From the May 2002 issue of Startups

At the recent YoungBiz Summit on Financial Literacy, Mark Victor Hansen, co-creator of the Chicken Soup for the Soul series, asked a crowd of young entrepreneurs to give their No. 1 reason for being in business. To be independent? To help their communities? How about to make a profit?

While there are lots of great reasons to be in business, Hansen emphasizes that if you want to stay in business, making a profit has got to be No. 1. That's all fine and well, you say. But how do you set prices so that your business makes a good profit?

We thought that might be your next question. Here are five steps for figuring out how to make money on the goods that are the cornerstone of your business:

Step 1: Determine Your Cost of Goods
First up, you've got to figure out how much it costs to purchase or produce the products you sell. Kenneth Allen, 18, owner of KS Candies in Gary, Indiana, says the secret to making a profit is to pay the lowest wholesale price for your merchandise. "It's like a golden rule for me," Allen says. "I don't spend more than 25 cents per unit if I don't have to."

For Allen, figuring his cost of goods is simply a matter of dividing the price of a box of candy by the number of bars per box. But if you sell something handmade, like jewelry or food items, determining the cost of goods is a little more complicated.

Fifteen-year-old Emily Manassero, from Oceanside, California, loves to bake homemade bread. When she opened The Bread Barn two years ago, Manassero had to determine the cost of each loaf of bread she baked. To do this, she made a list of all the ingredients--then estimated the cost of each ingredient. When it was all added up, her average cost of goods per loaf of bread was 50 cents.

Step 2: Estimate Your Operating Expenses
Running a business costs money, even on the days when you don't bring a single customer through the door. Known as operating expenses, these costs include everything from electricity and office supplies to phone, rent, advertising and Internet service. Add these costs up for a month, and you've got your monthly operating expenses.

Most young entrepreneurs keep operating expenses to a minimum by running their businesses from home, using borrowed equipment and relying on word-of-mouth advertising. However, even a small amount of operating expenses (or overhead) is important to take into consideration when setting the price for your merchandise or services.

Step 3: Estimate Your Monthly Sales
Now that you've figured your cost of goods and your operating expenses, it's time to do some market research. Can you sell enough merchandise every month to cover your cost of goods as well as operating expenses--plus make an adequate profit?

Here's how to find out. First, write down the lowest average number of sales you expect to make each month. Then divide your estimated monthly operating expenses by the number of sales or units of your product that you expect to sell. The resulting number is the amount of operating expenses you must pay out of each sale in order to cover your costs. If you make more sales than expected, you can pat yourself on the back--you've made it to an even higher profit zone.

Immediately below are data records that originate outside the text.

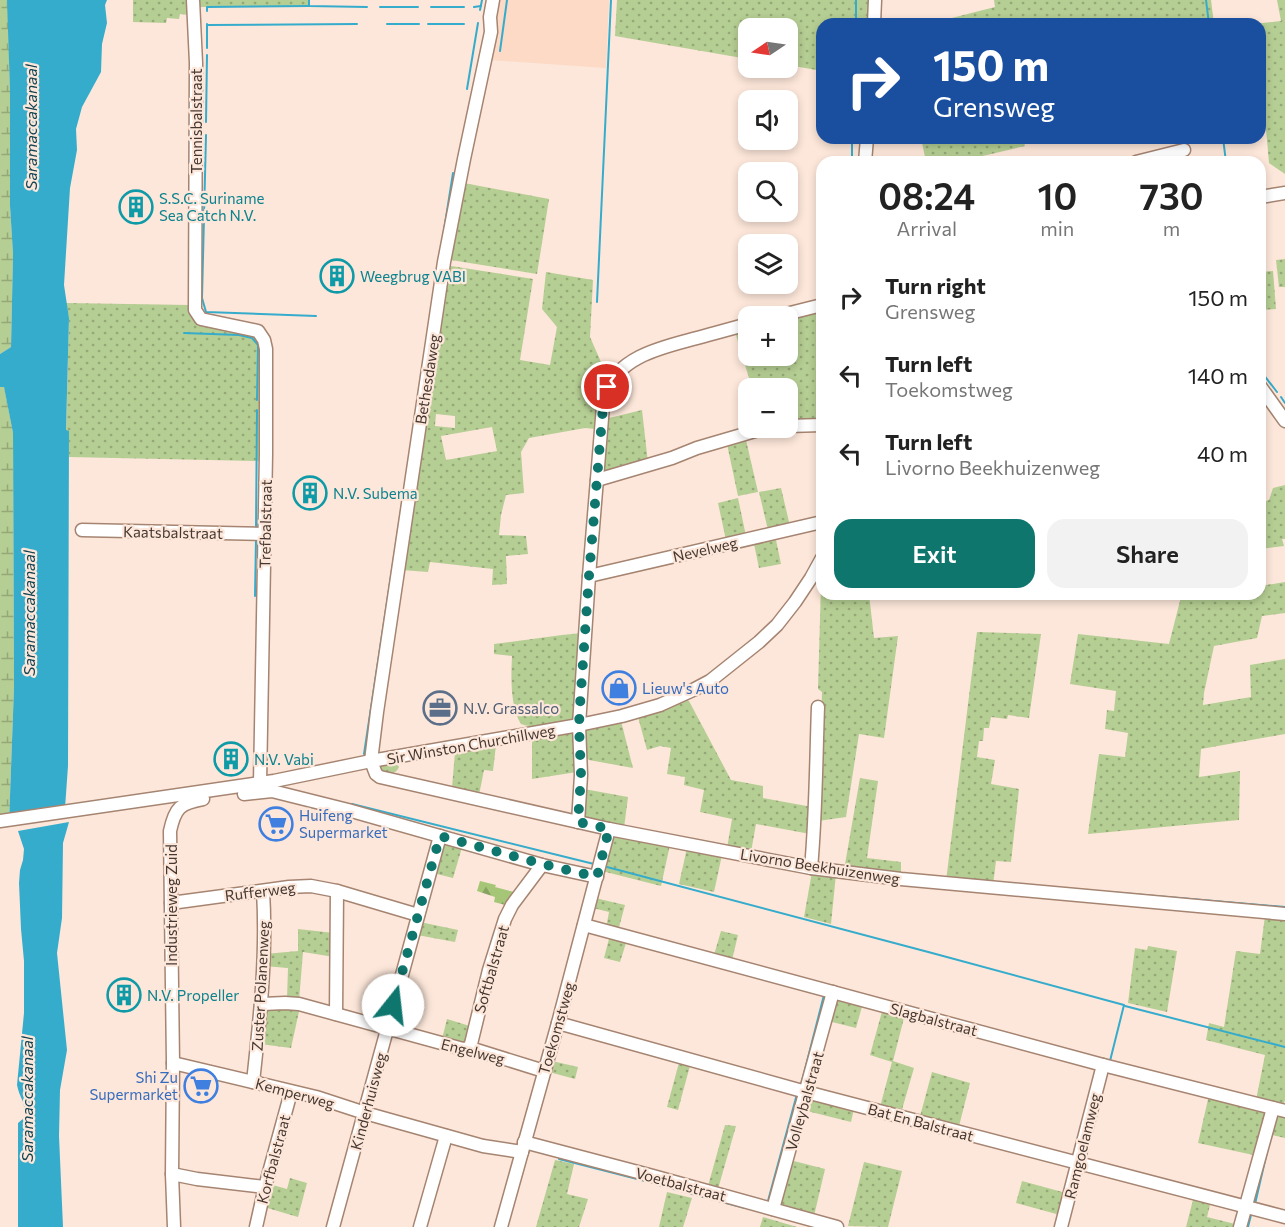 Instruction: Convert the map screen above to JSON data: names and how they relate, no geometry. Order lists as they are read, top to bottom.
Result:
{
  "streets": {
    "street": [
      "Tennisbalstraat",
      "Bethesdaweg",
      "Trefbalstraat",
      "Kaatsbalstraat",
      "Nevelweg",
      "Sir Winston Churchillweg",
      "Livorno Beekhuizenweg",
      "Rufferweg",
      "Industrieweg Zuid",
      "Softbalstraat",
      "Zuster Polanenweg",
      "Slagbalstraat",
      "Toekomstweg",
      "Engelweg",
      "Kemperweg",
      "Kinderhuisweg",
      "Volleybalstraat",
      "Bat En Balstraat",
      "Ramgoelamweg",
      "Korfbalstraat",
      "Voetbalstraat"
    ]
  },
  "crossings": [
    ["Tennisbalstraat", "Trefbalstraat"],
    ["Bethesdaweg", "Sir Winston Churchillweg"],
    ["Bethesdaweg", "Livorno Beekhuizenweg"],
    ["Trefbalstraat", "Kaatsbalstraat"],
    ["Trefbalstraat", "Sir Winston Churchillweg"],
    ["Trefbalstraat", "Industrieweg Zuid"],
    ["Sir Winston Churchillweg", "Livorno Beekhuizenweg"],
    ["Sir Winston Churchillweg", "Industrieweg Zuid"],
    ["Livorno Beekhuizenweg", "Toekomstweg"],
    ["Rufferweg", "Industrieweg Zuid"],
    ["Rufferweg", "Zuster Polanenweg"],
    ["Rufferweg", "Kinderhuisweg"],
    ["Industrieweg Zuid", "Kemperweg"],
    ["Softbalstraat", "Engelweg"],
    ["Zuster Polanenweg", "Engelweg"],
    ["Zuster Polanenweg", "Kemperweg"],
    ["Slagbalstraat", "Toekomstweg"],
    ["Slagbalstraat", "Volleybalstraat"],
    ["Slagbalstraat", "Ramgoelamweg"],
    ["Toekomstweg", "Engelweg"],
    ["Toekomstweg", "Kemperweg"],
    ["Toekomstweg", "Bat En Balstraat"],
    ["Toekomstweg", "Voetbalstraat"],
    ["Engelweg", "Kinderhuisweg"],
    ["Kemperweg", "Kinderhuisweg"],
    ["Kemperweg", "Korfbalstraat"],
    ["Kemperweg", "Voetbalstraat"],
    ["Volleybalstraat", "Bat En Balstraat"],
    ["Volleybalstraat", "Voetbalstraat"],
    ["Bat En Balstraat", "Ramgoelamweg"]
  ],
  "water": ["Saramaccakanaal"],
  "places": {
    "building": [
      "S.S.C. Suriname Sea Catch N.V.",
      "Weegbrug VABI",
      "N.V. Subema",
      "N.V. Vabi",
      "N.V. Propeller"
    ],
    "shop": ["Lieuw's Auto"],
    "office": ["N.V. Grassalco"],
    "supermarket": ["Huifeng Supermarket", "Shi Zu Supermarket"]
  },
  "north": "left",
  "page": {
    "map_buttons": ["+", "−"],
    "turn": ["150 m", "Grensweg"],
    "eta": [
      "08:24",
      "Arrival",
      "10",
      "min",
      "730",
      "m"
    ],
    "list": [
      {
        "name": "Turn right",
        "note": "Grensweg",
        "value": "150 m"
      },
      {
        "name": "Turn left",
        "note": "Toekomstweg",
        "value": "140 m"
      },
      {
        "name": "Turn left",
        "note": "Livorno Beekhuizenweg",
        "value": "40 m"
      }
    ],
    "buttons": ["Exit", "Share"]
  }
} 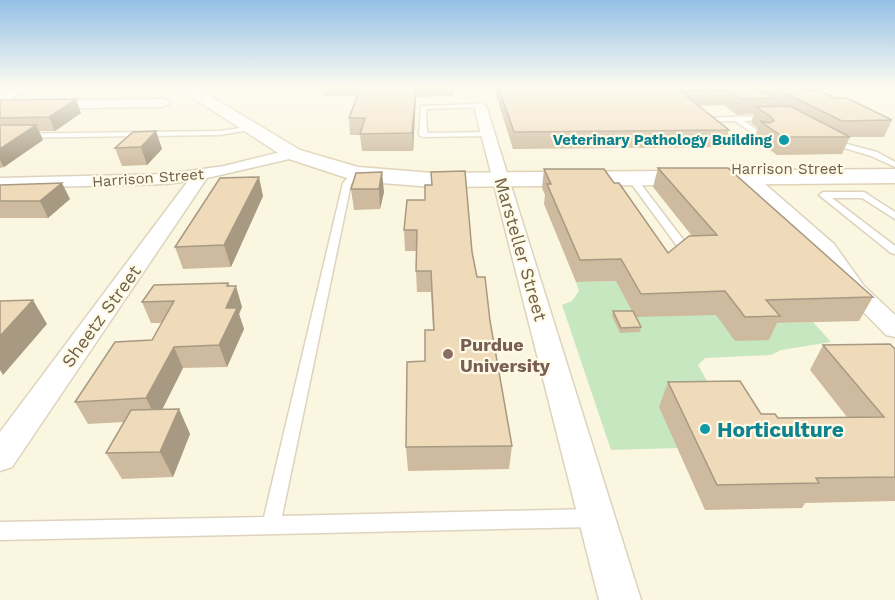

Step 4: Determine Your Profit Zone
After you have figured the cost of goods for each unit of sale and the operating expense for each unit of sale, you are ready to look at one more factor in pricing: the amount of profit you need to make to cover your time and labor.

For business owners like 15-year-old Asha Santee in Houston, being paid for your time is very important. While Allen and Manassero invest quite a bit of cash in the inventories for their businesses, Santee has no inventory and very few operating expenses. But she does invest a lot of time in her business, Drum Lessons by Asha. "Once you have your basic equipment, almost everything is profit in this business," she explains. "You just have to figure out what your time and knowledge are worth."

To do this, estimate the amount you need to earn on the business each month to cover the value of your work. Then divide this monthly amount by the number of sales you expect to make. The resulting number is the lowest amount of profit you need to make on each sale.

Step 5: Set the Price of Your Product
The last step in setting the right price for your merchandise is to add up your cost of goods, operating expenses and target profit on each unit of sale. This will tell you the lowest amount you can charge for your product and still make a decent profit. You will need to test this price to see how it compares to your competitors as well as how your customers react.

Some 'treps use a formula for setting prices that is known as "keystoning." Keystoning is the practice of simply doubling the cost of goods (or wholesale cost) to determine the retail price. "I buy my goods through a wholesaler," Allen says, "then resell them with a 100 percent markup." He finds that his 100 percent mark-up covers his expenses and leaves him with a reasonable profit to pay for his time and labor.

No matter what your primary goal is for starting your own business--whether to be your own boss or to offer a much-needed service to customers--if you want to stay in business, you've got to make a profit. Follow the five steps we've outlined above to set the right prices for your products, and you'll be headed down the road toward long-term success.